Tra tutti i carismi che lo Spirito Santo elargisce al popolo di Dio, non v’è dubbio che il “carisma migliore” sia proprio la vita mistica, che ha effetti grandemente benefici sul Corpo Mistico della Chiesa, ed anzi ne è la vera espressione. Nelle vite dei santi leggiamo che quando essi approdano nella vita mistica apprendono molte più cose che in tutto il resto della loro vita, e talvolta si tratta di conoscenze così alte da essere perfino difficile comunicarle. San Tommaso d’Aquino dichiarò, prima di morire, che tutta quella scienza di cui aveva scritto era ben poca cosa rispetto a ciò che Dio gli aveva comunicato per via mistica. Sant’Ignazio di Loyola, quando si ritirò a vita spirituale sulla riva del Cardonner, fu introdotto da Dio alle vette più Il dono mistico alte dello spirito, tanto da cogliere l’unificazione di tutto e il più profondo senso delle cose. Affermò di aver ricevuto una luce così intensa nell’intelletto che gli parve di essere divenuto “un altro uomo”, e se anche non fosse esistita la Sacra Scrittura a insegnargli le verità fondamentali, sarebbe stato ugualmente disposto a morire per esse in virtù “di quanto aveva visto”. Santa Teresa d’Avila, santa Caterina da Siena, santa Brigida di Svezia, santa Faustina Kowalska, santa Margherita Maria Alacoque entrarono così profondamente nella vita mistica da intuire perfino il mistero della Trinità, di cui, tramite i loro scritti mistici, divennero maestre per tutta la Chiesa, sebbene le loro maggiori luci non trovarono formulazioni adatte al nostro linguaggio. In sostanza, il dono mistico è immersione più profonda nel mistero di Dio, donata da Dio stesso a persone da Lui scelte perché siano testimoni vivi del soprannaturale.

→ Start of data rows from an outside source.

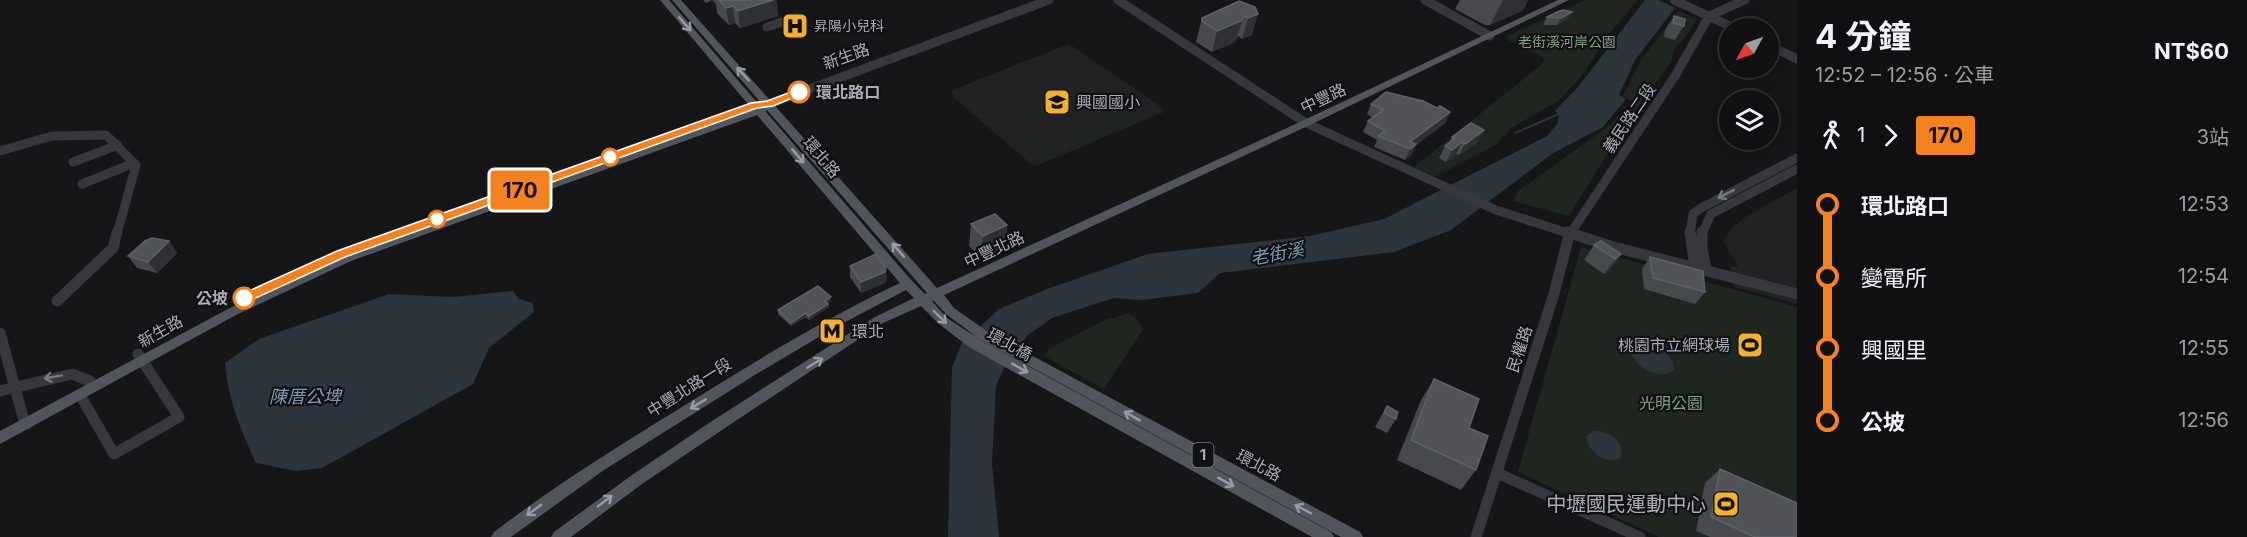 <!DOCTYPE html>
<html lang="zh-TW">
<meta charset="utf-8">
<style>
body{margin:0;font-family:Inter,"Noto Sans TC",sans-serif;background:#19191b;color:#f1f3f6;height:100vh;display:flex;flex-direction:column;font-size:22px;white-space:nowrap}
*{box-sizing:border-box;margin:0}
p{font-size:20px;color:#9c9d9f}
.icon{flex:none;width:33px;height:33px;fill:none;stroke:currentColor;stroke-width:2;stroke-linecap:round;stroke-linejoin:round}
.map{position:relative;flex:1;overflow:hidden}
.details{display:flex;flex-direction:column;background:#101012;width:450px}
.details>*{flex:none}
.badge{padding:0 12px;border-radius:4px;font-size:21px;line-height:39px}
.needle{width:39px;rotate:230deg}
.fabs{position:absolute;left:1719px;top:18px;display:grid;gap:12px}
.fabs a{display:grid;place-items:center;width:60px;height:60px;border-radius:50%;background:#101012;box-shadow:0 3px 15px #0003,0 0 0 2px #303032;font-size:30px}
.map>.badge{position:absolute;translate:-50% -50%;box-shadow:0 0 0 3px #fff}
.legs{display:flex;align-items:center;gap:9px;height:66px;padding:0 18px;font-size:20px}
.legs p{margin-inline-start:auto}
.head{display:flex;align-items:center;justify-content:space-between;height:102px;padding:0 18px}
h1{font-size:33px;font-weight:700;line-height:45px}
ul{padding:0 18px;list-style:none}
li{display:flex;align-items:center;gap:21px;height:72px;font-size:22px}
li i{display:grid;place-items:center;width:9px;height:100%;margin:0 8px;background:currentColor}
li i::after{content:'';width:15px;height:15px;margin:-8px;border:4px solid;border-radius:50%;background:#101012}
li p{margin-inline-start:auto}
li:first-child i{background:linear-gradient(#0000 50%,currentColor 0)}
li:last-child i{background:linear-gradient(currentColor 50%,#0000 0)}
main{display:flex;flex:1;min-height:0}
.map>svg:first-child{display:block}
.built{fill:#222225}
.green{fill:#1e261f;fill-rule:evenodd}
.water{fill:#2c353c}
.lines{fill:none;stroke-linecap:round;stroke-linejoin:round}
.stream{stroke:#2c353c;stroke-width:2}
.minor-far1{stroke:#37383d;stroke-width:9}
.minor{stroke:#37383d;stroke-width:11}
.major{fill:#53555c;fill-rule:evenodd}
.wall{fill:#47494d}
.shaded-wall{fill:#2f3033}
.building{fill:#525359;stroke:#5f6168;stroke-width:1.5}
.oneway{stroke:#979ba6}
.oneway2{stroke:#757881}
.line-1{fill:#f58220;stroke:#fff;stroke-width:1.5}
.stop-1-dot{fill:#fff;stroke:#f58220;stroke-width:3}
.labels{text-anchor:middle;stroke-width:4.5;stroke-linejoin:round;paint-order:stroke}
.far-poi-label{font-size:14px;fill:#a8adb8;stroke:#111113;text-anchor:start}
.far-park-label{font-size:14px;fill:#7fa381;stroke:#111113}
.shield{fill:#111113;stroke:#7b7e86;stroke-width:1.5}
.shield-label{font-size:15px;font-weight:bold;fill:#a8adb8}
.street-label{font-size:16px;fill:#a8adb8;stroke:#111113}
.stop-label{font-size:16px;font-weight:bold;fill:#a8adb8;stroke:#111113;text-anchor:start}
.poi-label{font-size:16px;fill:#a8adb8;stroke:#111113;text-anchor:start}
.park-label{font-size:16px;fill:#7fa381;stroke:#111113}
.water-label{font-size:18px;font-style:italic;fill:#7f9bb3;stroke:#111113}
.near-poi-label{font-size:20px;fill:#a8adb8;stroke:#111113;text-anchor:end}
</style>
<main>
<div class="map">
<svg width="1797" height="537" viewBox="0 0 1797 537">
<rect width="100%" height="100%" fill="#161618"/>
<path class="built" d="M1069,44L1163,108L1164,112L1038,165L1031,164L953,97L952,90Z
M1797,188V304L1735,287L1730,266L1738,267L1723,241L1730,229L1744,218Z"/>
<path class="green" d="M1585,0H1638L1613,29L1581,77L1557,102L1513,127L1494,146L1435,177L1414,167L1541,65L1544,60L1542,57L1508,40L1507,36Z
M1679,11L1697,19C1693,24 1690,31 1686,36C1679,46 1672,46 1672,61L1629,119L1569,216L1513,201L1518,191L1606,128L1619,115L1625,113L1633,102L1623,96L1641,60Z
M1081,93C1096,94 1119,96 1122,114L1130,110L1138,116L1043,157L1038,152L1047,147L1030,140L1024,134L1023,121L1027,116ZM1083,98L1096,100L1108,105L1112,115L1111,119C1089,129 1053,156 1032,134L1029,122Z
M1581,247L1797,307V537H1659L1518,472Z
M1130,313L1144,328L1104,389L1044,356L1049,349L1105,320Z"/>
<path class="water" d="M1645,0H1658L1675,8L1635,60L1619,95L1626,99L1603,127L1553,153L1451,230L1394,252L1220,273L1198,293L1141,300L1114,298L1052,318L1028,335L1004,368L996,386L992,464L999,537H948L952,367L962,343L999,309L1047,289L1148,254L1310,236L1384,219L1547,136L1558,123L1559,115L1555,111L1579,86Z
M513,291L519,299L533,303L534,312L489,348L473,384L322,468L296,471L256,463C241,430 228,400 225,363L259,339L389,294L453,297Z
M1637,344C1652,343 1665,349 1673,361L1674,370C1660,381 1638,368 1631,354L1633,346Z
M1594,431C1609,431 1627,442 1620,458C1605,465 1588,452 1586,436Z"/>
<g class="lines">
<path class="stream" d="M1515,133L1561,113"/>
<path class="minor-far1" d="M1118,0L1306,123L1496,210L1571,234
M1425,0L1490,36
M1674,0L1734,28
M1709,16L1745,0
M767,27L797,17
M1768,45L1797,59
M769,104L1049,0
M0,151L52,136L106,135L136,165L117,234
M73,162L118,145
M82,184L134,163
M1570,234L1675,76L1709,16
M1690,234L1693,214L1701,208L1797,158
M1702,234L1711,214L1797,169"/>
<path class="minor" d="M1567,232L1610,246L1797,294
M1690,232L1695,267
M1702,232V247L1706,270
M57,301L113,248L117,232
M0,333L23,417L27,424
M0,391L72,374L90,381
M80,395L114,454L179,417L138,354
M1497,473L1640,537
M1476,537L1553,297L1570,232"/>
<path class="major" d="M660,0H669L760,106L762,104L672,0H681L937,288L1302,121L1558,0H1569L1310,125L944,295L954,308L988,332L1360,532L1363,537H1341L978,338L946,314L933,300L932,301L947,318L979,339L1331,532L1334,537H1312L969,347L939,324L921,306L883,323L722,430L642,484L571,537H551L554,532L632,475L712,421L875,317L914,298L906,290L834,328L758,373L604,470L511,537H491L494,532C559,482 629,440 698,397C764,356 830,316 900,283L757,115L351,261L236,315L0,444V431L228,309L343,255L551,181L547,178L548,175L656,137H664L665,139L664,141L640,150L753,110ZM767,110L927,293L925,294L912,281L766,112Z"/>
</g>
<path class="wall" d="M703,0H776L778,16L740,28L735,23L729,25L717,13L716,4L712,0L706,3Z
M1460,0H1528L1523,10L1490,25H1485L1455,9Z
M1255,7L1252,35L1242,39L1238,36L1235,42L1212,52L1196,42L1202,18Z
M1557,12L1568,19L1557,25H1543L1547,17Z
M1674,16L1684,26L1675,40L1664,37L1665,30Z
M1371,104L1437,108L1450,112L1445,123L1416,145L1411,155L1405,160L1374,147L1377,140L1363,132L1368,121L1373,118L1367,114Z
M1452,137L1478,142L1459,155L1456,154L1446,162L1439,158L1445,146L1449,143Z
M971,224L1007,225L1005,247L981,258L969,246Z
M169,241L177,253L157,273L137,268L128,256Z
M1594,245L1621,254L1610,269L1604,274L1584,260Z
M1650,257L1705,292L1695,304L1644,289L1642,269Z
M850,266L887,280L885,283L861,293L850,277Z
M831,301L828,303L829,307L809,320L806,317L791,326L778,314V310Z
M1434,379L1469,428L1476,470L1461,490L1397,460L1421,400Z
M1387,406L1396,419L1387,433L1375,427Z
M1720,469L1797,537H1710L1696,531L1705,483Z"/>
<path class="shaded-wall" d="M773,0H776L778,16L740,28L738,11Z
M1503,0H1528L1523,10L1490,25Z
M733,6L735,23L729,25L726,8Z
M1572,12L1568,19L1557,25L1561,18Z
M1258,14L1252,35L1242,39L1248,18Z
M1244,16L1235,42L1212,52L1217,31Z
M1450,112L1445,123L1416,145L1411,155L1405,160L1410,149V142Z
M1484,130L1478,142L1459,155L1465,144Z
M1462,142L1456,154L1446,162L1452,150Z
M1007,225L1005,247L981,258L983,236Z
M169,241L177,253L157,273L148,262Z
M1621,254L1610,269L1604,274L1615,259Z
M886,268L887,280L885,283L861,293V282Z
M831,297V301L825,304V301Z
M828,304L829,307L809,320V316Z
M806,313V317L791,326V323Z"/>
<path class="building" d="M719,0H773L738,11L733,6L726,8Z
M1239,1L1255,7L1258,14L1248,18L1244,16L1241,21L1217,31L1202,21V18Z
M1563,10L1572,12L1561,18L1547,17L1557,12Z
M1674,16L1685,19L1684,26L1673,23Z
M1386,92L1423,101L1437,108L1440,106L1450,112L1410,142L1416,144L1410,149L1378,136L1385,131L1368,121L1383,110L1371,104Z
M1471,123L1484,130L1465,144L1462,142L1452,150L1445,146L1455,138L1452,137Z
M995,214L1007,225L983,236L971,224Z
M152,238L169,241L148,262L128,256L145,241Z
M1601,241L1621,254L1615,259L1594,245Z
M876,254L886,268L885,272L861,282L850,266Z
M1650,257L1703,271L1705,292L1653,278Z
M818,286L831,297L825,301L828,304L809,316L806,313L791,323L778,310Z
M1434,379L1479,399L1469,428L1488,436L1476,470L1411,440Z
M1387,406L1398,412L1396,419L1384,413Z
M1720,469L1797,503V537H1755L1711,517Z"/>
<defs><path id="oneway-shaft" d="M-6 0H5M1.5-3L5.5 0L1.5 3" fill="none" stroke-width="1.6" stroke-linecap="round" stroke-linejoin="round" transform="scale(1.5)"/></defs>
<g class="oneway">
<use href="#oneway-shaft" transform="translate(685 24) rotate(49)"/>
<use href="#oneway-shaft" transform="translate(743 74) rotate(-132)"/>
<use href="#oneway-shaft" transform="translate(798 156) rotate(50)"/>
<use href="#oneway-shaft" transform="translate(898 250) rotate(-131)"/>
<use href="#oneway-shaft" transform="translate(940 317) rotate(44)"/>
<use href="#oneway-shaft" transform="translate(815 363) rotate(-32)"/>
<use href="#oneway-shaft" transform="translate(1020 368) rotate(29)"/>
<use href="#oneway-shaft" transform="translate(698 404) rotate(149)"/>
<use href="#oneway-shaft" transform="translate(1132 416) rotate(-151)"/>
<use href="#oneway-shaft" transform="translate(1226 482) rotate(29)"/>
<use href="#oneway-shaft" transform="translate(605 501) rotate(-37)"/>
<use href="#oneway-shaft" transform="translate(1303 509) rotate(-152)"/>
<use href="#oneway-shaft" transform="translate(534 510) rotate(144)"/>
</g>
<g class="oneway2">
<use href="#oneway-shaft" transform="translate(1726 194) rotate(153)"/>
<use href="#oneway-shaft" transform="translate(53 377) rotate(170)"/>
</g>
<path class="line-1" d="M799,89L804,92L802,94L773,106L757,108L345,257L249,301L244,303L238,298L240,295L337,251L751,103L767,101Z"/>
<defs>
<g id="hospital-square" transform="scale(1.35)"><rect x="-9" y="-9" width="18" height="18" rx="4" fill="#f2b134" stroke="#111113"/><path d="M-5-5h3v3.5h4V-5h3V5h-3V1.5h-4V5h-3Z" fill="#111"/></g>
<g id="school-square" transform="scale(1.35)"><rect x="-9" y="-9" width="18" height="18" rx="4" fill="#f2b134" stroke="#111113"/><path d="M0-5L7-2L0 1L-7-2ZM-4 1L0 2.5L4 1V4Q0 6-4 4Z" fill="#111"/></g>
<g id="metro-square" transform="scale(1.35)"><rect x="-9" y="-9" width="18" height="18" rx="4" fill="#f2b134" stroke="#111113"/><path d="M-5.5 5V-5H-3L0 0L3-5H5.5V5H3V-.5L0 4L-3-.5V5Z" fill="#111"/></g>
<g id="stadium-square" transform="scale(1.35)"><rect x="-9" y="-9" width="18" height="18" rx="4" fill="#f2b134" stroke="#111113"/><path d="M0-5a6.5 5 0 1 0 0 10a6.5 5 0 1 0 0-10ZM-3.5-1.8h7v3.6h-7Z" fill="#111"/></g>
</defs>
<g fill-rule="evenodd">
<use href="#hospital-square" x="795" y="26"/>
<use href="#school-square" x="1057" y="102"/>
<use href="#metro-square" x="832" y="331"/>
<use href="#stadium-square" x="1750" y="345"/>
<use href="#stadium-square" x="1726" y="504"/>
</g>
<g class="stop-1-dot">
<circle cx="799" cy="92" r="10"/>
<circle cx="610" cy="157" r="8"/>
<circle cx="437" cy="219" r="8"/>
<circle cx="244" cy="298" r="10"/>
</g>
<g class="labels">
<g class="far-poi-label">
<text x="814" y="31">昇陽小兒科</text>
</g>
<g class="far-park-label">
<text x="1567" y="47">老街溪河岸公園</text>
</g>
<rect class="shield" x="1192.5" y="443" width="21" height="24" rx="4.5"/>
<g class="shield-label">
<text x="1203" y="460">1</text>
</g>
<g class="street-label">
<text transform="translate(846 56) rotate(-20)" y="6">新生路</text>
<text transform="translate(1323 98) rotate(-25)" y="6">中豐路</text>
<text transform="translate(1629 118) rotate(-56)" y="6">義民路二段</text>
<text transform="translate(822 157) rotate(50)" y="6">環北路</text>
<text transform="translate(994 249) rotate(-25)" y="6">中豐北路</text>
<text transform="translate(160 331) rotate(-29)" y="6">新生路</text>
<text transform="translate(1010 344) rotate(29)" y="6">環北橋</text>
<text transform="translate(1519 349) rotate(-72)" y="6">民權路</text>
<text transform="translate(689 387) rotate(-32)" y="6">中豐北路一段</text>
<text transform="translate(1259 465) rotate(28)" y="6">環北路</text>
</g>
<g class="stop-label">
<text x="816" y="98">環北路口</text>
<text x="228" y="304" text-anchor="end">公坡</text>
</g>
<g class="poi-label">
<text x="1076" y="108">興國國小</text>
<text x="852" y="337">環北</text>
<text x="1730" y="351" text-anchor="end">桃園市立網球場</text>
</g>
<g class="park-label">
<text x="1671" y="409">光明公園</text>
</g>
<g class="water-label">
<text transform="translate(1277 254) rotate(-11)" y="6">老街溪</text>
<text x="305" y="403">陳厝公埤</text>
</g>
<g class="near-poi-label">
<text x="1706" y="511">中壢國民運動中心</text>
</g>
</g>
</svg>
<div class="fabs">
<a><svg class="needle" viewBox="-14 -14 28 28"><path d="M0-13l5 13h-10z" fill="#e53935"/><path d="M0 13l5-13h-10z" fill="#9c9d9f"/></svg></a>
<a><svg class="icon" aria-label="layers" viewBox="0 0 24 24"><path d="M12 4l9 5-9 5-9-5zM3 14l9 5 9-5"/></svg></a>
</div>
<b class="badge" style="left:520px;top:190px;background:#f58220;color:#111">170</b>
</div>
<section class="details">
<div class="head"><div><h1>4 分鐘</h1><p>12:52 – 12:56 · 公車</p></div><b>NT$60</b></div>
<div class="legs"><svg class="icon" aria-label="walk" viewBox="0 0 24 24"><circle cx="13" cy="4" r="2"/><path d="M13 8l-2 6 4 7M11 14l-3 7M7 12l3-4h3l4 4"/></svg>1<svg class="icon" aria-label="forward" viewBox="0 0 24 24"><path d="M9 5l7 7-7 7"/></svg><b class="badge" style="background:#f58220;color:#111">170</b><p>3站</p></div>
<ul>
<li><i style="color:#f58220"></i><b>環北路口</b><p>12:53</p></li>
<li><i style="color:#f58220"></i><span>變電所</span><p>12:54</p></li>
<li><i style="color:#f58220"></i><span>興國里</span><p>12:55</p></li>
<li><i style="color:#f58220"></i><b>公坡</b><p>12:56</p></li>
</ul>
</section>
</main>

La vita mistica si realizza tramite una dilatazione del cuore che consente alla luce ineffabile dello Spirito, che pure è amore, di comunicarsi con l’intelletto, ampliando così l’orizzonte spirituale dell’anima, e conferendole una conoscenza esperienziale eccezionale delle cose di Dio. L’irradiazione intensa della santità di Dio che invade l’anima dotata del dono mistico la porta a un amore struggente verso Dio e a una struggente partecipazione al mistero di Cristo. Il Catechismo conferma questo punto affermando: «Il progresso spirituale tende all’unione sempre più intima con Cristo. Questa unione si chiama “mistica” perché partecipa al mistero di Cristo mediante i sacramenti – “i santi misteri” – e, in lui, al mistero della Santissima Trinità. Dio ci chiama tutti a questa intima unione con lui, anche se soltanto ad alcuni sono concesse grazie speciali o segni straordinari di questa vita mistica, allo scopo di rendere manifesto il dono gratuito fatto a tutti» (CCC 2014).